Your choice matters less than execution. Both frameworks are production-ready, open-source, and actively maintained. Pick one, build something, and optimize based on real-world performance.

Next Steps

  • Clone the repository for your chosen framework and run the test agents from this tutorial
  • Instrument your chosen framework with logging and cost tracking before production
  • Join the community: OpenClaw's GitHub discussions and Hermes's Discord are active with examples and troubleshooting help
  • Read the official documentation end-to-end—this tutorial covers core concepts, not every feature
  • Build a small proof-of-concept with your real tools and data before committing to framework choice
  • Monitor performance metrics (latency, cost, success rate) for 2-4 weeks to validate your choice

Summary: Key Takeaways

  • OpenClaw is stateless: Exceptional for microservices, serverless, and rapid scaling.

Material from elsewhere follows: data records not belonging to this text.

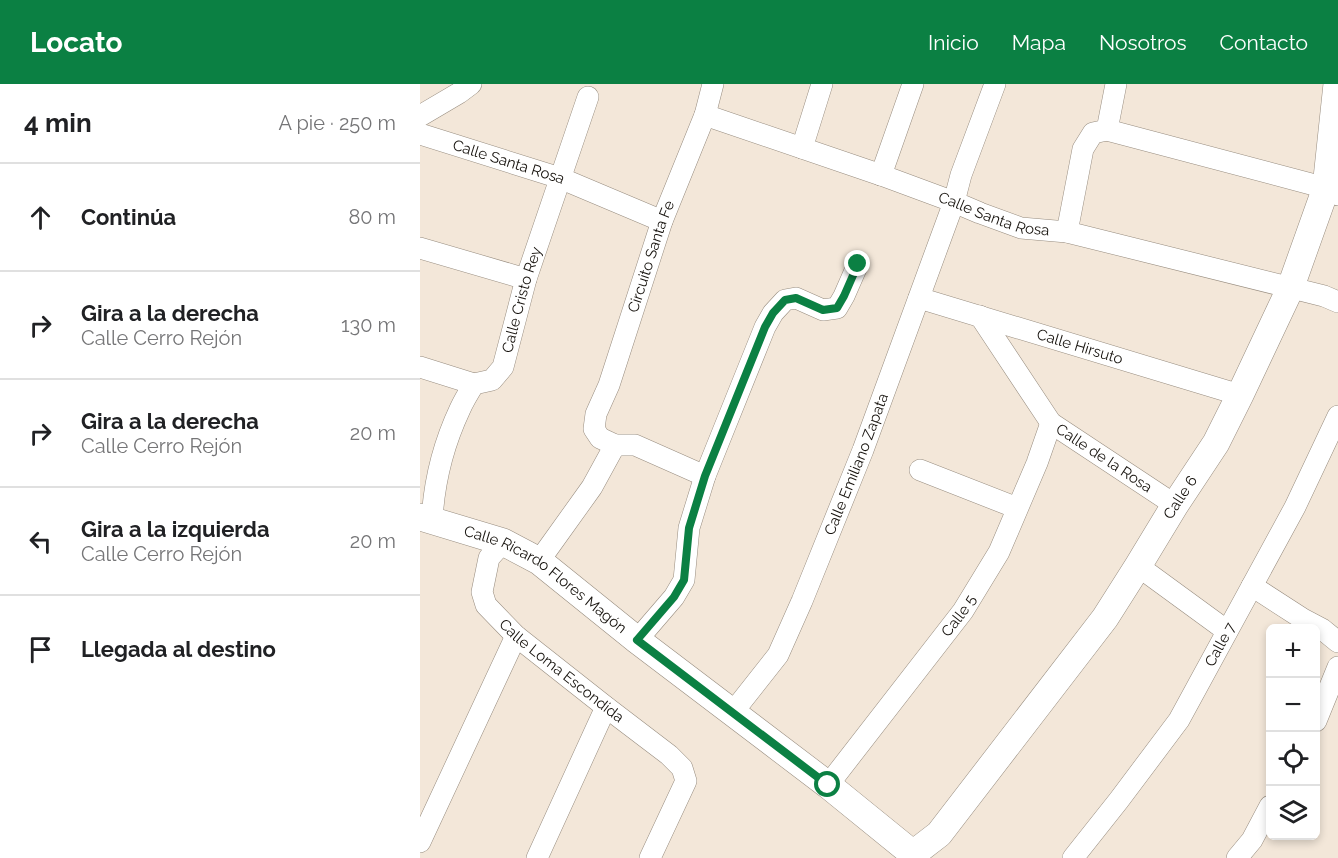 <!DOCTYPE html>
<html lang="es">
<meta charset="utf-8">
<style>
:root{--surface:#fff;--page:#f2f2f2;--text:#202124;--muted:#757577;--line:#e0e0e0;--accent:#0b8043}
body{margin:0;font-family:Raleway,sans-serif;background:var(--page);color:var(--text)}
.controls{position:absolute;right:18px;bottom:18px;display:grid;overflow:hidden;border-radius:9px;box-shadow:0 3px 9px #0003}
.controls button{width:54px;height:54px;display:grid;place-items:center;padding:0;border:0;border-bottom:2px solid var(--line);background:var(--surface);color:var(--text);font:30px sans-serif}
.stop{position:absolute;width:18px;height:18px;margin:-14px;border:4px solid #0b8043;border-radius:50%;background:#fff}
.stop.end{background:#0b8043;border-color:#fff;box-shadow:0 2px 6px #0008}
.list{margin:0;padding:0;list-style:none}
h2{display:flex;justify-content:space-between;align-items:center;height:78px;margin:0;padding:0 24px;font-size:26px}
h2 small{font-size:20px;font-weight:400;color:var(--muted)}
.list li{display:grid;grid-template-columns:39px 1fr auto;gap:18px;align-items:center;box-sizing:border-box;height:108px;padding:0 24px;border-top:2px solid var(--line)}
.list b{display:block;font-size:22px;white-space:nowrap}
.list p{margin:0;font-size:20px;white-space:nowrap;color:var(--muted)}
.list em{font-size:20px;font-style:normal;color:var(--muted)}
.icon{flex:none;width:33px;height:33px;fill:none;stroke:currentColor;stroke-width:2;stroke-linecap:round;stroke-linejoin:round}
.map{position:relative;flex:none;width:918px;height:774px;overflow:hidden}
header{display:flex;align-items:center;gap:36px;box-sizing:border-box;height:84px;padding:0 30px;background:var(--accent);color:#fff}
header strong{font-size:28px}
nav{display:flex;gap:33px;margin-inline-start:auto;font-size:21px}
main{display:flex}
aside{flex:1;background:var(--surface)}
.map>svg:first-child{display:block}
.lines{fill:none;stroke-linecap:round;stroke-linejoin:round}
.minor-casing{stroke:#978c7f;stroke-width:22}
.tertiary-casing{stroke:#978c7f;stroke-width:28}
.minor{stroke:#fff;stroke-width:21}
.tertiary{stroke:#fff;stroke-width:27}
.route{stroke:#0b8043;stroke-width:8}
.labels{text-anchor:middle;dominant-baseline:central;stroke-width:6;stroke-linejoin:round;paint-order:stroke}
.street-label{font-size:15px;fill:#16120d;stroke:#f3e7d9}
</style>
<header>
<strong>Locato</strong>
<nav><a>Inicio</a><a>Mapa</a><a>Nosotros</a><a>Contacto</a></nav>
</header>
<main>
<aside>
<h2>4 min<small>A pie · 250 m</small></h2>
<ul class="list">
<li><svg class="icon" aria-label="ahead" viewBox="0 0 24 24"><path d="M12 20V5M6 11l6-6 6 6"/></svg><div><b>Continúa</b></div><em>80 m</em></li>
<li><svg class="icon" aria-label="right" viewBox="0 0 24 24"><path d="M7 20v-9h11M14 6l5 5-5 5"/></svg><div><b>Gira a la derecha</b><p>Calle Cerro Rejón</p></div><em>130 m</em></li>
<li><svg class="icon" aria-label="right" viewBox="0 0 24 24"><path d="M7 20v-9h11M14 6l5 5-5 5"/></svg><div><b>Gira a la derecha</b><p>Calle Cerro Rejón</p></div><em>20 m</em></li>
<li><svg class="icon" aria-label="left" viewBox="0 0 24 24"><path d="M17 20v-9H6M10 6l-5 5 5 5"/></svg><div><b>Gira a la izquierda</b><p>Calle Cerro Rejón</p></div><em>20 m</em></li>
<li><svg class="icon" aria-label="arrive" viewBox="0 0 24 24"><path d="M6 21V4h12l-3 4 3 4H6"/></svg><div><b>Llegada al destino</b></div></li>
</ul>
</aside>
<div class="map">
<svg width="918" height="774" viewBox="0 0 918 774">
<rect width="100%" height="100%" fill="#f3e7d9"/>
<g class="lines">
<defs>
<g id="minor">
<path id="s1" d="M285,31L461,91L534,118L560,129L601,144L647,148L904,212L918,218"/>
<path d="M0,32L39,9L51,0"/>
<path d="M687,46L906,104L918,111"/>
<path id="s2" d="M0,50L140,94L242,137"/>
<path d="M382,64L402,0"/>
<path d="M461,91L493,0"/>
<path d="M647,148L663,65L673,49L687,46L696,0"/>
<path d="M0,164L106,195"/>
<path id="s3" d="M499,214L820,311"/>
<path id="s4" d="M560,232L631,339L755,421"/>
<path d="M0,283L54,300"/>
<path d="M500,386L597,424"/>
<path id="s5" d="M285,392L215,361H195L180,354L174,345L176,330L189,301L242,137L285,31L293,0"/>
<path id="s6" d="M12,436C14,399 24,359 40,325C44,316 49,308 54,300L72,296L83,283L106,195L168,13"/>
<path id="s7" d="M83,458L69,474L62,508L66,521L96,552L186,623L249,671L262,684L266,697L230,774"/>
<path d="M119,477L172,403L195,361"/>
<path d="M718,482L807,547"/>
<path d="M832,502L883,535L902,545L918,558"/>
<path d="M217,556L254,513L264,496L269,444L285,392L345,243L353,229L365,216L376,214L403,226L417,224L424,212L438,180"/>
<path id="s8" d="M313,628L358,571L382,517L443,366L534,118L541,91L575,0"/>
<path d="M896,637L918,583"/>
<path id="s9" d="M408,701L543,527L579,468L617,379L631,339"/>
<path d="M0,758L96,552"/>
<path d="M117,774L186,623"/>
<path id="s10" d="M653,774L699,716L759,636L875,423L918,332"/>
<path d="M817,774L832,756L850,722"/>
</g>
<g id="tertiary">
<path id="s11" d="M0,433L83,458L119,477L217,556L408,701L493,770L519,750L685,534L718,482L755,421L796,359L820,311L870,205L906,104L917,0"/>
</g>
</defs>
<!-- minor casing -->
<use href="#minor" class="minor-casing"/>
<!-- tertiary casing -->
<use href="#tertiary" class="tertiary-casing"/>
<!-- minor -->
<use href="#minor" class="minor"/>
<!-- tertiary -->
<use href="#tertiary" class="tertiary"/>
</g>
<g class="lines">
<!-- route -->
<path class="route" d="M408,701L217,556L254,513L264,496L269,444L285,392L345,243L353,229L365,216L376,214L403,226L417,224L424,212L438,180"/>
</g>
<g class="labels">
<!-- street labels -->
<g class="street-label">
<text stroke="none"><textPath href="#s2" startOffset="93">Calle Santa Rosa</textPath></text>
<text stroke="none"><textPath href="#s1" startOffset="306">Calle Santa Rosa</textPath></text>
<text stroke="none"><textPath href="#s5" startOffset="306">Circuito Santa Fe</textPath></text>
<text stroke="none"><textPath href="#s6" startOffset="249">Calle Cristo Rey</textPath></text>
<text stroke="none"><textPath href="#s3" startOffset="168">Calle Hirsuto</textPath></text>
<text stroke="none"><textPath href="#s4" startOffset="192">Calle de la Rosa</textPath></text>
<text stroke="none"><textPath href="#s8" startOffset="279">Calle Emiliano Zapata</textPath></text>
<text stroke="none"><textPath href="#s11" startOffset="1050">Calle 6</textPath></text>
<text stroke="none"><textPath href="#s11" startOffset="142">Calle Ricardo Flores Magón</textPath></text>
<text stroke="none"><textPath href="#s9" startOffset="214">Calle 5</textPath></text>
<text stroke="none"><textPath href="#s10" startOffset="260">Calle 7</textPath></text>
<text stroke="none"><textPath href="#s7" startOffset="170">Calle Loma Escondida</textPath></text>
</g>
</g>
</svg>
<div class="controls">
<button>+</button>
<button>−</button>
<button><svg class="icon" aria-label="locate" viewBox="0 0 24 24"><circle cx="12" cy="12" r="6"/><path d="M12 2v4M12 18v4M2 12h4M18 12h4"/></svg></button>
<button><svg class="icon" aria-label="layers" viewBox="0 0 24 24"><path d="M12 4l9 5-9 5-9-5zM3 14l9 5 9-5"/></svg></button>
</div>
<div class="stop" style="left:408px;top:701px"></div>
<div class="stop end" style="left:438px;top:180px"></div>
</div>
</main>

Trade persistent state for operational simplicity. Best for single-objective tasks.
  • Hermes is stateful: Built for autonomous agents that learn and remember. Requires persistent infrastructure but enables sophisticated, context-aware behaviors.
  • State management is the core trade-off: Every architectural difference (memory system, tool definition, deployment model) flows from the stateless vs. stateful design choice.
  • Deployment models differ sharply: OpenClaw scales horizontally with no special infrastructure. Hermes needs databases, potentially sticky sessions, and state synchronization logic.
  • Use a decision checklist: Evaluate your specific requirements (statefulness, tool count, deployment constraints, cost sensitivity) before choosing. Both frameworks are production-ready.